Indicators used to assess whether an area can be regarded as critical, endangered, or impoverished include environmental degradation, wealth, well-being, and economic and technological substitutability. Dimensions to environmental degradation include loss of soil fertility and structure, deteriorating air and water quality, and the draw-down of other natural resources.

Wealth is generally measured by gross national product and per capita income. Well-being includes a broad category of barometers, such as mortality rates, nutritional levels, and the incidence of disease. Economic and technological substitutability is the ability to mobilize technological and financial resources to confront challenges to current levels of productivity. Indicators will be addressed throughout the book, but are summarized in the final chapter.

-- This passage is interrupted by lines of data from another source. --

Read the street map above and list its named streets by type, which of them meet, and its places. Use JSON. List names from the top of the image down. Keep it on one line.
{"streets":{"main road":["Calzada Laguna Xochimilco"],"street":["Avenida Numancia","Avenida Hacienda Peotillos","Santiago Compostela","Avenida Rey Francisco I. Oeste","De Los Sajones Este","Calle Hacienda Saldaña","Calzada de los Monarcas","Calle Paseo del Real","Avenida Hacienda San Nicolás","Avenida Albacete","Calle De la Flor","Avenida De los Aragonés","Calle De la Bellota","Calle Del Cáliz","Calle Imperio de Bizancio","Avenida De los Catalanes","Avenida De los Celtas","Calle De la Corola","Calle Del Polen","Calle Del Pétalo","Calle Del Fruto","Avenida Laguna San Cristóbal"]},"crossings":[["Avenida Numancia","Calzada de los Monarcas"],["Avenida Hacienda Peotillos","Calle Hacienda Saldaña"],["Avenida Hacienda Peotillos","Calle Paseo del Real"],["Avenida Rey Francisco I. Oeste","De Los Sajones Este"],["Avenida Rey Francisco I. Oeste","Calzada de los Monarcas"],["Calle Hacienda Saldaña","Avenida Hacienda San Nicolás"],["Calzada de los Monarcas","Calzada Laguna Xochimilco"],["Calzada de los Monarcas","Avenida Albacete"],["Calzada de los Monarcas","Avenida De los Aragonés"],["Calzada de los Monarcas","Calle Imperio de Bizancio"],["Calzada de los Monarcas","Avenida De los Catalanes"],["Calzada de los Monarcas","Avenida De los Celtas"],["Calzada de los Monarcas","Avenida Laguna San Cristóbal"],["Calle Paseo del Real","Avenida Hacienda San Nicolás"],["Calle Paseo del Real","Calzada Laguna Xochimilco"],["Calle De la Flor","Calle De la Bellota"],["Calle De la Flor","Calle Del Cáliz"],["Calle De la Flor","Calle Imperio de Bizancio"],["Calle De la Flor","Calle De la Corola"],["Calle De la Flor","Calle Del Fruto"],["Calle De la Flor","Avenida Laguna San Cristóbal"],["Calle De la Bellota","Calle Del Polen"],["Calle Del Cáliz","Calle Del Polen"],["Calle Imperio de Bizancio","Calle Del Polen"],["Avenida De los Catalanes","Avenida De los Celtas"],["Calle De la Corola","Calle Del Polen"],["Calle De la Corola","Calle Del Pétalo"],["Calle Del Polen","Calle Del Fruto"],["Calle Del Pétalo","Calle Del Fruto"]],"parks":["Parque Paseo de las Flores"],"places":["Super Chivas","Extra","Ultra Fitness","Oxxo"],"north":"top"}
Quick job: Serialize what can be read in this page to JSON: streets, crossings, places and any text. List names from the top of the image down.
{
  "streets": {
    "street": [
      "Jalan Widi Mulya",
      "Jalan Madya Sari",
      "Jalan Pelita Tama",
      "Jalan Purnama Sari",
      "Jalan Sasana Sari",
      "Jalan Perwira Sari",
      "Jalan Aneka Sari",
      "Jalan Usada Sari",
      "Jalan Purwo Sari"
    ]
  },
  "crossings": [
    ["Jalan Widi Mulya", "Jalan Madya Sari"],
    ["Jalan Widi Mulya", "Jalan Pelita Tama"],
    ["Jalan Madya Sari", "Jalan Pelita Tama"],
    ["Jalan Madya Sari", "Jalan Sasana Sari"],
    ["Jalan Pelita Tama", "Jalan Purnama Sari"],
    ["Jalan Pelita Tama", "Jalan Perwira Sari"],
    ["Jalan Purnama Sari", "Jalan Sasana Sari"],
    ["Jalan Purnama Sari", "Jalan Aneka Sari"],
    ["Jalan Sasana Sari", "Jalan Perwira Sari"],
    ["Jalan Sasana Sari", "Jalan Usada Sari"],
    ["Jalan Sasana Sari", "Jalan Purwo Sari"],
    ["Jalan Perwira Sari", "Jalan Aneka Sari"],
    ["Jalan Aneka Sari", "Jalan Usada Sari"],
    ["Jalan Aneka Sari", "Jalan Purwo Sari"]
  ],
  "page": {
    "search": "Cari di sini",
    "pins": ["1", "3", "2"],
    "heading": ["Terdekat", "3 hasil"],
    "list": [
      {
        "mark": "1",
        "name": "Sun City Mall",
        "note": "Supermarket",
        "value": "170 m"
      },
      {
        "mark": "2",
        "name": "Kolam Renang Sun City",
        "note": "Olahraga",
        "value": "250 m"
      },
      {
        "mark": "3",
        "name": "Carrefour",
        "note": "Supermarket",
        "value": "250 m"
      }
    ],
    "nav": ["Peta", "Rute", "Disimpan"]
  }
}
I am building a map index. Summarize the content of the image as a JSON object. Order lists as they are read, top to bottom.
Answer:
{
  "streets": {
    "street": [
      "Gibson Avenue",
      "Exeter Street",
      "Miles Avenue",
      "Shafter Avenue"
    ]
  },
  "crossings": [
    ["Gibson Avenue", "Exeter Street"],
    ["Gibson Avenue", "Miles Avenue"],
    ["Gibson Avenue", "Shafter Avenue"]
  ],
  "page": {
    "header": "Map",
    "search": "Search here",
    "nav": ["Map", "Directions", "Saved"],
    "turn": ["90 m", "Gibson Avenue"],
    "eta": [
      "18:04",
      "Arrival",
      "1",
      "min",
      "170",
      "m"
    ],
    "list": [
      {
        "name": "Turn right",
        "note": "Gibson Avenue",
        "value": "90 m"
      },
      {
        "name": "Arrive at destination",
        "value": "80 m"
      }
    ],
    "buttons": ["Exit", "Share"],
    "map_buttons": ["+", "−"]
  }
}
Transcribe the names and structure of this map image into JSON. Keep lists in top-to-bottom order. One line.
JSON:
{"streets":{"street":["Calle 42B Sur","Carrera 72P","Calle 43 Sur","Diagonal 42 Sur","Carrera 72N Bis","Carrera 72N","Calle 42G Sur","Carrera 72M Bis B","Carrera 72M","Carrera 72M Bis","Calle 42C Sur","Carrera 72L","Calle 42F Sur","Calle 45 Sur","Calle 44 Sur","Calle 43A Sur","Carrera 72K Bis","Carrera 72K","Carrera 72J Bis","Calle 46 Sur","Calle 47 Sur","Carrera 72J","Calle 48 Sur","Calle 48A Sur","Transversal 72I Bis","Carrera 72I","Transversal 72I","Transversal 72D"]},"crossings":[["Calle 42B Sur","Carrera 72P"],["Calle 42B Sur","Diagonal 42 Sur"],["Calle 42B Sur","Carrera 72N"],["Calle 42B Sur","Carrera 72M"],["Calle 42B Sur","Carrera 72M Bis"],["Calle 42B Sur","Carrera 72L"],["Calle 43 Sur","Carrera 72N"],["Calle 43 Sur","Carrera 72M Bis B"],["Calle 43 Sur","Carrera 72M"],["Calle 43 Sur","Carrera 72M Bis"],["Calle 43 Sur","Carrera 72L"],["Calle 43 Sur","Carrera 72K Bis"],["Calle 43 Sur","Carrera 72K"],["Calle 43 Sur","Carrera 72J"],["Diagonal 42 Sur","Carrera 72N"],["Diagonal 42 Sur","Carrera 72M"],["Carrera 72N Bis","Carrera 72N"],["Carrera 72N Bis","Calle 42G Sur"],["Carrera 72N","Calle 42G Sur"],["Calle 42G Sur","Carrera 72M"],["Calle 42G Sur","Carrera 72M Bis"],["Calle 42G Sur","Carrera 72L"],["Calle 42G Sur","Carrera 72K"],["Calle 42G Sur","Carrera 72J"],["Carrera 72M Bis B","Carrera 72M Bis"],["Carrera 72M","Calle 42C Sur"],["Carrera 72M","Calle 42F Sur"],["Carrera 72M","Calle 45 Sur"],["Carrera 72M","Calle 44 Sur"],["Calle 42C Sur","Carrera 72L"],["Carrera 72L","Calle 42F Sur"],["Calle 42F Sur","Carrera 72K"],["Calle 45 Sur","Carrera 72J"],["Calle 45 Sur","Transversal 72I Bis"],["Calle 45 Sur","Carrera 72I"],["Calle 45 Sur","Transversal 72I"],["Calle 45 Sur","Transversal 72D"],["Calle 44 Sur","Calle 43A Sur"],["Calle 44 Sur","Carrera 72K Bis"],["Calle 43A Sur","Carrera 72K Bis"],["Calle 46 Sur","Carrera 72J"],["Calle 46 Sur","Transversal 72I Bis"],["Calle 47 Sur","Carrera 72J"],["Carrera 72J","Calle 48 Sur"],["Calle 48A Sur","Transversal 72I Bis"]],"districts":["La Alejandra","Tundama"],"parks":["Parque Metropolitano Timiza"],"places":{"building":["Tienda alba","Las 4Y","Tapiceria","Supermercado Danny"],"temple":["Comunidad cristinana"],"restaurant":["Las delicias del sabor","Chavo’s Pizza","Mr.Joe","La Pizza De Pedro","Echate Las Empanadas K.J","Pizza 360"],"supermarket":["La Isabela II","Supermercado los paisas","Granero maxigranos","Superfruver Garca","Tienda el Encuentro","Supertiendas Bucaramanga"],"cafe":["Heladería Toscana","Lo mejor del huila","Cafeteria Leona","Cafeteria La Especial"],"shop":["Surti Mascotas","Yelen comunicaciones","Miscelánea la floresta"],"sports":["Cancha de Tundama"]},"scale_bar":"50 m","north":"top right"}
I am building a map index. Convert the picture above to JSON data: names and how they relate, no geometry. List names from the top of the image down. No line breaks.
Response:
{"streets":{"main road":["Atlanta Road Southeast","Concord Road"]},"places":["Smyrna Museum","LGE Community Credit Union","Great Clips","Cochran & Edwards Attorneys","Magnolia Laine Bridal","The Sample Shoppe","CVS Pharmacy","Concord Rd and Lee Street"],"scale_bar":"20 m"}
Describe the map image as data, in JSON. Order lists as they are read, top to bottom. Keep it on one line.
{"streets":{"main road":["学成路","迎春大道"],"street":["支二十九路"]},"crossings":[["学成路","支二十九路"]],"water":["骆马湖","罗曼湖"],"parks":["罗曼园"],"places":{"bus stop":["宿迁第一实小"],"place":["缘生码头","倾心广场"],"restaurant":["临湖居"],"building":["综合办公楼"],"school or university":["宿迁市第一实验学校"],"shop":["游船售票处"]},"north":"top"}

Little evidence has emerged to suggest that Amazonia as a whole has entered the environmental criticality stage. Press and television coverage of Amazonia depicting a massive pall of smoke might give the impression that the region is being rapidly transformed into a bleak landscape, devoid of resources. But even in areas undergoing the most intensive environmental changes, such as along many parts of the Amazon flood plain and active colonization zones in southeastern and south-western Amazonia, it would be difficult to argue that environmental degradation has reached the point that current land-use systems are collapsing. Some individual farms or ranches may have reached that point, but it is doubtful that areas on the scale of one or two square kilometres fall within that dire category.

Rather, areas occupied by people in Amazon fit better the environmental endangerment and especially the environmental impoverishment categories. Much of the Amazon still remains in forest, thus dampening many of the environmental effects of human interventions on a regional scale. Further, the majority of cleared areas or natural areas experiencing significant extractive activities are more representative of environmental impoverishment. Broad definitions and aggregate assessments do not mean that Amazonia is safe from irreversible ecological change or social marginalization. Environmental impoverishment of many settled areas means that options for future generations are being significantly narrowed by current management of land and aquatic resources (Turner et al. 1995). As will be emphasized in a later chapter, the flood-plain forests of the Amazon are among the most endangered ecosystems in Latin America.

Despite environmental impoverishment, however, many individuals are achieving higher living standards. Such overall improvement in economic wellbeing, in spite of a global recession, is heartening. Yet such an encouraging trend masks two worrisome realities. Some segments of society are benefiting little if at all from economic development. Second, substantial biodiversity is being lost. Whereas the plight of the poor is obvious, the disappearance of species and subspecies, many still unknown to science, is not currently a major rally cry for political action. In general, governments in tropical countries are much more concerned about urban environmental issues, such as air pollution and developing supplies of potable water for the evergrowing population of towns and cities. Politicians are more likely to gain votes by bringing a sewerage system to a city slum than by saving a remote tract of forest.



Fig. 1.1 Trends in land management as a result of development and increasing population in the humid tropics (Source: adapted from SerrĂ£o and Toledo, 1992)

The haemorrhaging of species and variation within wild animal and plant species is conceivably the most serious environmental issue in Amazonia. And, unless land-use practices change in the future, more areas of the Amazon are likely to slip into the endangerment or even criticality categories.